'It: Chapter Two': A Big Change Is Coming For One Of The Losers' Club Members
Even though the It sequel still hasn't been given the official greenlight, Andy Muschietti's adaptation of Stephen King's classic novel absolutely crushed the box office during its opening weekend, so it's only a matter of time until the studio stakes out some ground on the calendar for It: Chapter Two. A writer is already working on the screenplay for the sequel, and now we have some details about a significant change the follow-up will make to one of the members of the Losers' Club, the group of kids who serve as the protagonists in the first film and will reunite as adults in the second.
The version of Mike Hanlon we'll see in It: Chapter Two will be very different from the one we just met in this new film, and he'll even be considerably altered from the character that appeared in King's original novel.
We'll have a much more in-depth article on the site tomorrow about everything we know about the upcoming sequel, but for now, let's concentrate on Entertainment Weekly's report about how Mike Hanlon, the character played by Chosen Jacobs in Muschietti's It, will be different moving forward.
The Source Material
In King's novel, Mike is the only member of the Losers' Club to stay behind in Derry, Maine while the rest of his friends move away and live their lives. Mike becomes the librarian and unearths the terrifying history of It and Pennywise by interviewing some of Derry's oldest residents who recount incidents from years earlier. But in Muschietti's sequel, Mike will be mentally and physically weakened by the time his friends return to the town because of what he knows.
"My idea of Mike in the second movie is quite darker from the book," the filmmaker said. "I want to make his character the one pivotal character who brings them all together, but staying in Derry took a toll with him. I want him to be a junkie actually. A librarian junkie. When the second movie starts, he's a wreck."
"He's not just the collector of knowledge of what Pennywise has been doing in Derry. He will bear the role of trying to figure out how to defeat him. The only way he can do that is to take drugs and alter his mind."
One part of the book that didn't make it into the movie (among many others) involves the Losers building an underground clubhouse in the Barrens. They participatie in the "Smoke Hole Ceremony," in which they close themselves into their clubhouse and start a fire inside, with a small hole for it to escape through the ceiling. Inhaling the smoke gives them visions, and the ones who can stand the heat the longest are suddenly transported back to millions of years in Derry's past and witness the first coming of It as the entity arrived on Earth from somewhere far beyond the reaches of space.
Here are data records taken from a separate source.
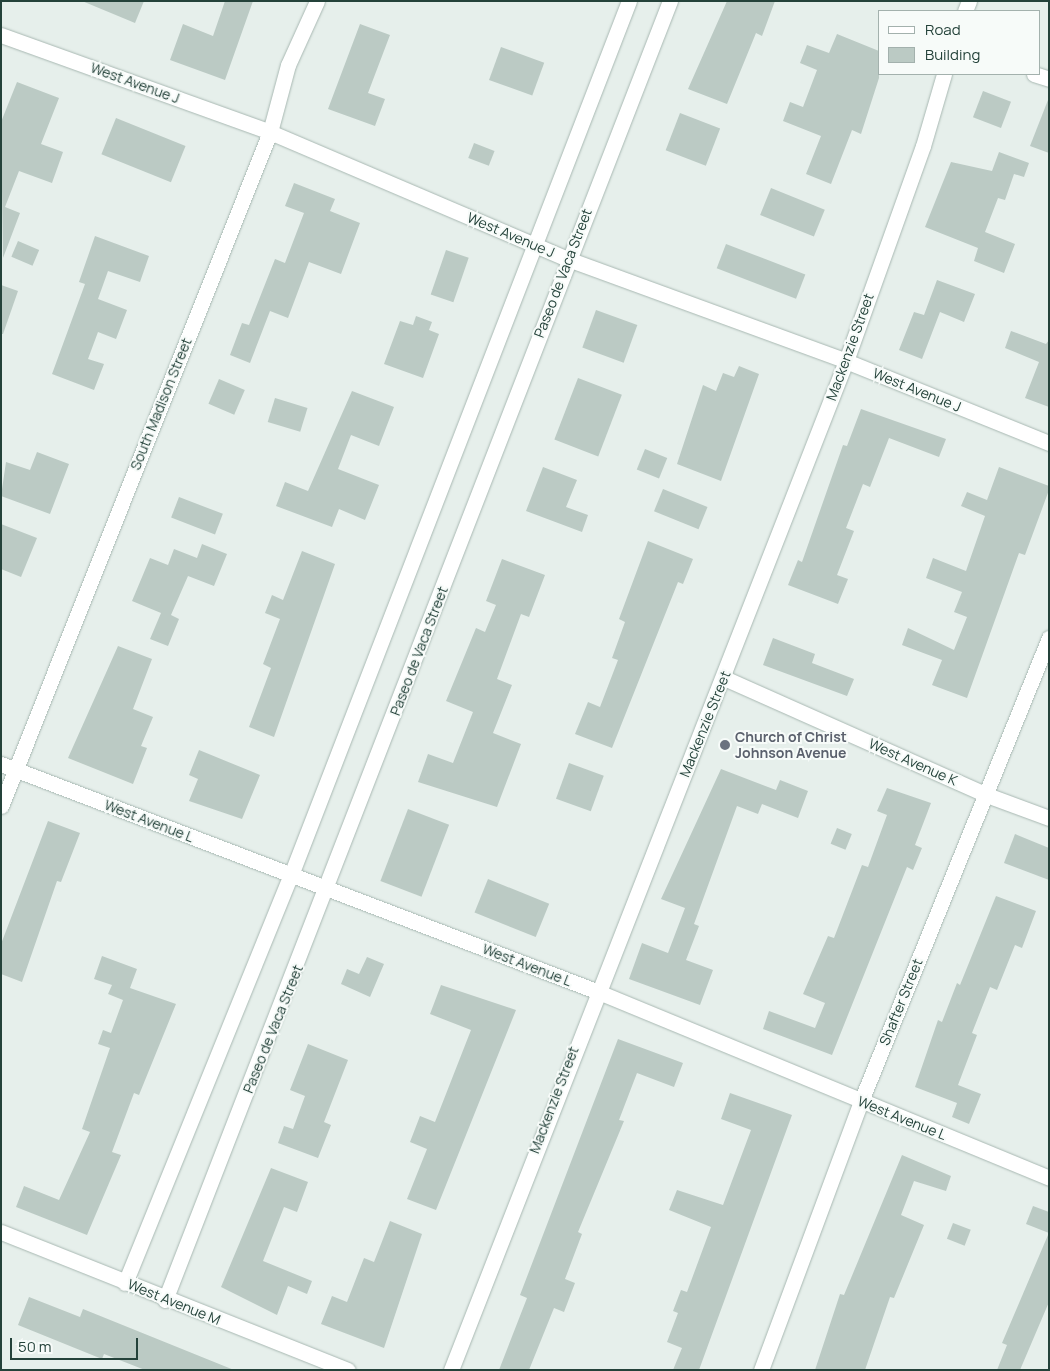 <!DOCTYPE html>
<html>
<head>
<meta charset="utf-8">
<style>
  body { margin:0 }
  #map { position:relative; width:1050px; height:1371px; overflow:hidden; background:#e6efeb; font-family:Manrope,sans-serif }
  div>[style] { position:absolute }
  .building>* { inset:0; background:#bbcac4; transform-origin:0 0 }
  .roads { filter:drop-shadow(0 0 1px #a8b8b2) drop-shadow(0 0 1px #a8b8b2) }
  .street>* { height:15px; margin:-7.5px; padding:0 7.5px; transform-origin:7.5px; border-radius:7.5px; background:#fff }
  .dots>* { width:14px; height:14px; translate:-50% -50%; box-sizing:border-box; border:2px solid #f7fbf9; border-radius:50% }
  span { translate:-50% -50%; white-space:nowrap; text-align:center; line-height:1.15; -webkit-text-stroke:4px #f7fbf9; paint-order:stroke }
  .street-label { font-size:14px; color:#24423a }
  .worship-label { font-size:14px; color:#5b616d; font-weight:700 }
  .left { translate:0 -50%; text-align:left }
  .frame { position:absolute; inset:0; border:2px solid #24423a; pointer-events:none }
  .legend { position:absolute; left:878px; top:10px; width:162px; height:65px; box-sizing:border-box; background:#f7fbf9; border:1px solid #a3b1ad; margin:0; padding:6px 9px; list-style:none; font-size:15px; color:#24423a }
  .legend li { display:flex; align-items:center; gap:10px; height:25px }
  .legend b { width:25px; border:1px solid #a3b1ad }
  .scale { position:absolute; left:10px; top:1338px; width:128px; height:22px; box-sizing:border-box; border:2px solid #24423a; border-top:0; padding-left:6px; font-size:15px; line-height:18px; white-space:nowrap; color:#24423a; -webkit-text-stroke:4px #f7fbf9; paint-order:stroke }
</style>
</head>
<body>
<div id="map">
  <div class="building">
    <i style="clip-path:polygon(82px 1px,144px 1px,135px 23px)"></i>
    <i style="clip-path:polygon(225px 1px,253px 1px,225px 80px,170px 60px,183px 24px,213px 36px)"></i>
    <i style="clip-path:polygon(727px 1px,775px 1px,762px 36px,756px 33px,727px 104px,688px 89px)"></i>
    <i style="clip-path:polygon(360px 24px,390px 35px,368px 93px,385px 99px,375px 126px,328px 109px)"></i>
    <i style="clip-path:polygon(837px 34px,879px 51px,879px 78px,861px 134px,852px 130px,831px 184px,806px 174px,821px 136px,783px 121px,790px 102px,803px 107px,817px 70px,800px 63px,807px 45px,829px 53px)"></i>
    <i style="left:501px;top:47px;width:46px;height:35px;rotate:20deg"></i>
    <i style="clip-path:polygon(17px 82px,59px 98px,41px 144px,63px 152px,52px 183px,19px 171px,5px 207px,20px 213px,3px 258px,1px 122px)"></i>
    <i style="left:983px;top:91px;width:30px;height:28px;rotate:21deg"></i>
    <i style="clip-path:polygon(1048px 100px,1049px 100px,1049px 153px,1030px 146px)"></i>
    <i style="left:680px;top:113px;width:43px;height:40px;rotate:21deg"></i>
    <i style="left:116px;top:118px;width:75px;height:39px;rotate:22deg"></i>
    <i style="left:474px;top:143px;width:22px;height:16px;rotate:21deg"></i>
    <i style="clip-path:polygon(999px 152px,1029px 163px,1024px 177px,1014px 174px,1005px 200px,998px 198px,985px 232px,1015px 244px,1004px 273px,974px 261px,978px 248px,925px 227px,951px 162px,992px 171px)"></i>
    <i style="clip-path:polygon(294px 183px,335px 199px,330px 211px,360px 223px,341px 274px,309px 262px,288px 318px,270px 311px,250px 363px,230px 355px,242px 323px,249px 325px,275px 259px,285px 263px,304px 213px,285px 206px)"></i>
    <i style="left:771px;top:188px;width:58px;height:29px;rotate:22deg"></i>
    <i style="clip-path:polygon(95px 236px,149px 256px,140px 282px,108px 271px,98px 299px,127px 310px,116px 339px,98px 332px,88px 359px,104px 364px,94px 390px,52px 374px,85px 284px,79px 282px)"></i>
    <i style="left:18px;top:241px;width:23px;height:17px;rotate:23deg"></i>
    <i style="left:726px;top:244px;width:85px;height:26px;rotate:21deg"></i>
    <i style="left:446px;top:250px;width:24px;height:47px;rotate:19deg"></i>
    <i style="clip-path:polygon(937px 280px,975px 294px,964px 322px,940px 312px,922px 359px,899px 350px,914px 312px,924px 315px)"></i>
    <i style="clip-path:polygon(1px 285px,18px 291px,3px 334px,1px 334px)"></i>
    <i style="left:596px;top:310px;width:44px;height:40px;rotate:20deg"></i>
    <i style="clip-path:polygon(416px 316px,432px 322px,429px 330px,439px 334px,423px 378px,384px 364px,400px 321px,413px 325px)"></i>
    <i style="clip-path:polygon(1011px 331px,1046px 344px,1049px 340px,1049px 407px,1025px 398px,1039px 362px,1005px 348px)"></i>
    <i style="clip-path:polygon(739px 366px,759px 374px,721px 481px,677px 464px,703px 385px,716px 391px,723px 373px,734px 377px)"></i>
    <i style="left:578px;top:378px;width:47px;height:66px;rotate:21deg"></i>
    <i style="left:219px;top:379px;width:28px;height:27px;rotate:23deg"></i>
    <i style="clip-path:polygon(352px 391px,394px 407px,379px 446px,351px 435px,338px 469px,379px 485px,365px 520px,339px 509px,332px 527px,276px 506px,285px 482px,308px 491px)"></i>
    <i style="left:275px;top:398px;width:34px;height:25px;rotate:17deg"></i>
    <i style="clip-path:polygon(861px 409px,946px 439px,939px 457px,889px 438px,870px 487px,863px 484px,846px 528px,854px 531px,837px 575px,848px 579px,838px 604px,788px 585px,798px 560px,802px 562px,843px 445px,847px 446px)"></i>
    <i style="left:645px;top:449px;width:24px;height:22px;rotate:22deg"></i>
    <i style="clip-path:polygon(37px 452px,69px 464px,50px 514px,1px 496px,6px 462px,30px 470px)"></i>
    <i style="clip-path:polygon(543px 467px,577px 480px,566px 507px,588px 515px,582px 532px,526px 511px)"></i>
    <i style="clip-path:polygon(999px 467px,1049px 486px,1049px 490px,1025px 555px,1019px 553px,967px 698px,932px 685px,942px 660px,902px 645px,908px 628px,954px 650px,967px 617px,954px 612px,962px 592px,926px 578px,933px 558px,966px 571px,985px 516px,961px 506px,967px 492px,987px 500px)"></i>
    <i style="left:663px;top:489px;width:48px;height:24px;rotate:22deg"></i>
    <i style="left:179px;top:497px;width:47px;height:22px;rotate:21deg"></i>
    <i style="clip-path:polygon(1px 524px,37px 538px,21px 577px,1px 569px)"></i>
    <i style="clip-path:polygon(648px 541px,693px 559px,683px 584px,678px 582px,612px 748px,575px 734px,588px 702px,600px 707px,618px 660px,612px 658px,625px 622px,619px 619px)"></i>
    <i style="clip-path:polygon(202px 544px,227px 554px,214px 586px,188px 576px,171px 615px,179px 619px,168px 646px,150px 639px,161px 613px,132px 601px,150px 558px,168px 565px,174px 549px,197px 558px)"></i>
    <i style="clip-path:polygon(302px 551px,335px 564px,274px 737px,249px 727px,271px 668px,263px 664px,280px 619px,265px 613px,272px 595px,283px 600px)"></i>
    <i style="clip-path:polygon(502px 559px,545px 575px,529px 617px,521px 614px,497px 679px,512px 685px,493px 733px,521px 744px,497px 807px,418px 782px,428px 754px,453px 763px,473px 712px,446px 701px,476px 628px,485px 632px,496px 605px,486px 601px)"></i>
    <i style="clip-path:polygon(773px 638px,815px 654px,812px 663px,854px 679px,847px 696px,763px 665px)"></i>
    <i style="clip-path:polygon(118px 646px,152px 659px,133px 709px,153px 717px,141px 746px,147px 748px,133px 784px,68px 758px)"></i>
    <i style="clip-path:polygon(199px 750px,260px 775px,242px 819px,189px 801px,198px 779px,189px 775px)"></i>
    <i style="left:569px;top:763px;width:37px;height:38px;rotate:20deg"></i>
    <i style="clip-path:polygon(721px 769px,776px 790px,780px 780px,808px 791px,798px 818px,762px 804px,758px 814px,737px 806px,694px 924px,699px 926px,686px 960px,713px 970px,700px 1005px,629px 979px,642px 943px,668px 953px,685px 908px,661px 899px)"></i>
    <i style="clip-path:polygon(887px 788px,931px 803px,915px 845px,922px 848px,913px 870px,907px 867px,832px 1055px,763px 1029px,769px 1011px,815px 1028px,825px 1003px,803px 994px,828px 936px,834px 938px,862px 865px,868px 867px,887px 815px,877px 811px)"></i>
    <i style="left:408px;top:809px;width:44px;height:77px;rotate:21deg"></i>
    <i style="clip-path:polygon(48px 821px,80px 833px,61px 882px,57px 881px,22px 982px,1px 974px,1px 944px)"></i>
    <i style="left:837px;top:828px;width:16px;height:17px;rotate:22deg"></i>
    <i style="clip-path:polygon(1015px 834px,1049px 848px,1049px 880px,1004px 863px)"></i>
    <i style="left:488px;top:879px;width:66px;height:36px;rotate:22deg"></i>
    <i style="clip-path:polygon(996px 896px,1036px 911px,1022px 948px,1015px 945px,997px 990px,990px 987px,972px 1033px,977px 1035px,958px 1085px,981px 1094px,969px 1124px,952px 1117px,957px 1103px,915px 1087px,938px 1020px,942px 1022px,957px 983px,960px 985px)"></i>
    <i style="clip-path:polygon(102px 956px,137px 969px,130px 988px,176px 1004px,139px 1095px,134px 1093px,112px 1152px,121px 1155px,87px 1235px,16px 1207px,24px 1186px,59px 1200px,90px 1132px,82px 1129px,110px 1048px,98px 1044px,103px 1030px,111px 1033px,123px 1000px,108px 994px,112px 985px,94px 979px)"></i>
    <i style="clip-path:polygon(367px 957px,384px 964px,370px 997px,341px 984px,347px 969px,359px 974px)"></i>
    <i style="clip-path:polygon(441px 985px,516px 1010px,436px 1210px,407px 1199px,427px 1149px,410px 1142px,420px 1116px,435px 1122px,471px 1030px,430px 1014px)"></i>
    <i style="clip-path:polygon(618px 1039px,683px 1063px,674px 1087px,637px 1073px,619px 1120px,624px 1121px,578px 1232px,582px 1234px,565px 1279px,575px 1283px,564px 1312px,554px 1308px,529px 1370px,499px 1370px,527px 1298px,520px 1295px)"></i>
    <i style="clip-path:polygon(308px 1044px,348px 1060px,324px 1122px,331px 1125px,318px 1158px,278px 1143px,284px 1126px,293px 1129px,305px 1096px,290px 1090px)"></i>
    <i style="clip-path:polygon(730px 1093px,792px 1115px,699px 1370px,673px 1370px,682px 1348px,667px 1342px,678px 1313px,673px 1311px,681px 1290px,687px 1292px,711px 1227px,669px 1210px,677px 1190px,723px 1205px,751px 1130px,721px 1119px)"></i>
    <i style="clip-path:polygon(902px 1155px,951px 1176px,946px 1191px,914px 1181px,901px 1215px,924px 1225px,894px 1298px,890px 1297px,865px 1370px,815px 1370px,840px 1294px,844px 1295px)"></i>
    <i style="clip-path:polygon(271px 1168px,308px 1182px,297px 1212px,284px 1207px,263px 1261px,312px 1281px,307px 1294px,288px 1286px,277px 1315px,221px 1287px)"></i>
    <i style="clip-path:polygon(1033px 1206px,1049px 1212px,1049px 1233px,1026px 1224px)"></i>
    <i style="clip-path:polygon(390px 1221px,422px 1234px,384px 1348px,321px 1324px,332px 1296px,347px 1302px,364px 1258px,374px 1262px)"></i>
    <i style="left:953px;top:1223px;width:19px;height:17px;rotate:21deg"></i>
    <i style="clip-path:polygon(1048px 1235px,1049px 1302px,1020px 1370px,997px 1370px,1007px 1345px,1002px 1343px)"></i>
    <i style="clip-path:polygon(29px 1297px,80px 1317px,83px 1309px,234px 1370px,145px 1370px,104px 1354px,102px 1359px,18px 1325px)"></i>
  </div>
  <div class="roads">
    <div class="street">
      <i style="left:965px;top:11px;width:11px;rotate:-68deg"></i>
      <i style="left:1px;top:35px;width:286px;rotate:19.8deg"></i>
      <i style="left:270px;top:132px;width:324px;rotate:23.1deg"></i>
      <i style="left:568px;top:259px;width:296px;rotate:20.1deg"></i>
      <i style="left:846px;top:361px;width:219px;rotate:22deg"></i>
      <i style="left:1034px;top:74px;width:16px;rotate:18deg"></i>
      <i style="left:724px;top:678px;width:285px;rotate:24deg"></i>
      <i style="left:984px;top:794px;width:69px;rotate:20.3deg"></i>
      <i style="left:1px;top:764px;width:637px;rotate:20.88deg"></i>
      <i style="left:596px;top:991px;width:490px;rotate:22.4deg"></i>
      <i style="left:1px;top:806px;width:726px;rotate:-68.24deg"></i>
      <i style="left:270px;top:132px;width:69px;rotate:-75deg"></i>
      <i style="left:288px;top:65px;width:70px;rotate:-65.6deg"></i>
      <i style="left:1px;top:1232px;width:373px;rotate:21.7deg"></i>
      <i style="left:125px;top:1283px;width:440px;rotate:-67.9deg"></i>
      <i style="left:291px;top:875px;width:937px;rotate:-68.86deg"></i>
      <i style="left:165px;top:1300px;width:1394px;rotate:-68.76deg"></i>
      <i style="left:451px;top:1370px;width:1084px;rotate:-68.62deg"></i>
      <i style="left:846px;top:361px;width:228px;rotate:-70.3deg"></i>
      <i style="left:923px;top:146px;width:75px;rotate:-73.7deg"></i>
      <i style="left:761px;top:1370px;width:287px;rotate:-69.6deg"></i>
      <i style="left:861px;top:1101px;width:500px;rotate:-67.9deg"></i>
    </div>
  </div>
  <div class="dots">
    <i style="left:725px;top:745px;background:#6b7280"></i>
  </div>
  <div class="street-label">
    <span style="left:135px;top:83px;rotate:20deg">West Avenue J</span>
    <span style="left:511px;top:235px;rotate:23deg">West Avenue J</span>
    <span style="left:563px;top:273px;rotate:-69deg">Paseo de Vaca Street</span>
    <span style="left:850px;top:347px;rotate:-70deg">Mackenzie Street</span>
    <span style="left:917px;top:390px;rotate:22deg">West Avenue J</span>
    <span style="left:161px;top:404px;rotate:-68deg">South Madison Street</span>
    <span style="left:419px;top:651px;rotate:-69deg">Paseo de Vaca Street</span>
    <span style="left:705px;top:724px;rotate:-68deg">Mackenzie Street</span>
    <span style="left:913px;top:762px;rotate:24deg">West Avenue K</span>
    <span style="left:149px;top:821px;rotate:21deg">West Avenue L</span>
    <span style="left:527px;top:965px;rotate:21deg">West Avenue L</span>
    <span style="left:901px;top:1002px;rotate:-68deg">Shafter Street</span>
    <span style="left:273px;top:1029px;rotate:-68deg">Paseo de Vaca Street</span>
    <span style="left:554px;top:1100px;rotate:-69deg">Mackenzie Street</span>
    <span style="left:902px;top:1118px;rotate:22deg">West Avenue L</span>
    <span style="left:174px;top:1302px;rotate:22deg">West Avenue M</span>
  </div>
  <div class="worship-label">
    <span class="left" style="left:735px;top:745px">Church of Christ<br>Johnson Avenue</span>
  </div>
  <div class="frame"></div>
  <ul class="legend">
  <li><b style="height:6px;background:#fff"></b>Road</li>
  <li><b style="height:14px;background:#bbcac4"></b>Building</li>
  </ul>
  <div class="scale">50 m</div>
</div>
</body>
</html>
Here's how the kids describe it in the book:
"It came from out of the sky," Mike repeated, "but it wasn't a spaceship, exactly. It wasn't a meteor, either. It was more like...well...like the Ark of the Covenant, in the Bible, that was supposed to have the Spirit of God inside of it...except this wasn't God. Just feeling It, watching It come, you knew It meant bad, that It was bad."
He looked at them.
Richie nodded. "It came from...outside. I got that feeling. From outside."
"Outside where, Richie?" Eddie asked.
"Outside everything," Richie said. "And when it came down...It made the biggest damn hole you ever saw in your life. It turned this big hill into a doughnut, just about. It landed right where the downtown part of Derry is now."
How Mike Will Be Different in It: Chapter Two
Instead of including that Smokehouse sequence in the first movie, Muschietti says the adult Mike's drug trips will achieve the same result:
"It resonates with what the kids do when they go to the smokehouse in the Barrens," Andy Muschietti says. "By inhaling these fumes from the fire they have visions of It, and the origin of It, and the falling fire in the sky that crashed into Derry millions of years ago. We've brought that to Mike, by the end of those 30 years Mike has figured out the Ritual of Chüd."
That otherworldly ritual is an essential part of the confrontations against It (aka Pennywise), and since we know the second movie will explore the novel's more "transdimensional" elements, we'll presumably get to see Mike's vision and a much weirder confrontation with It during the second film's climax.
It: Chapter One is in theaters right now.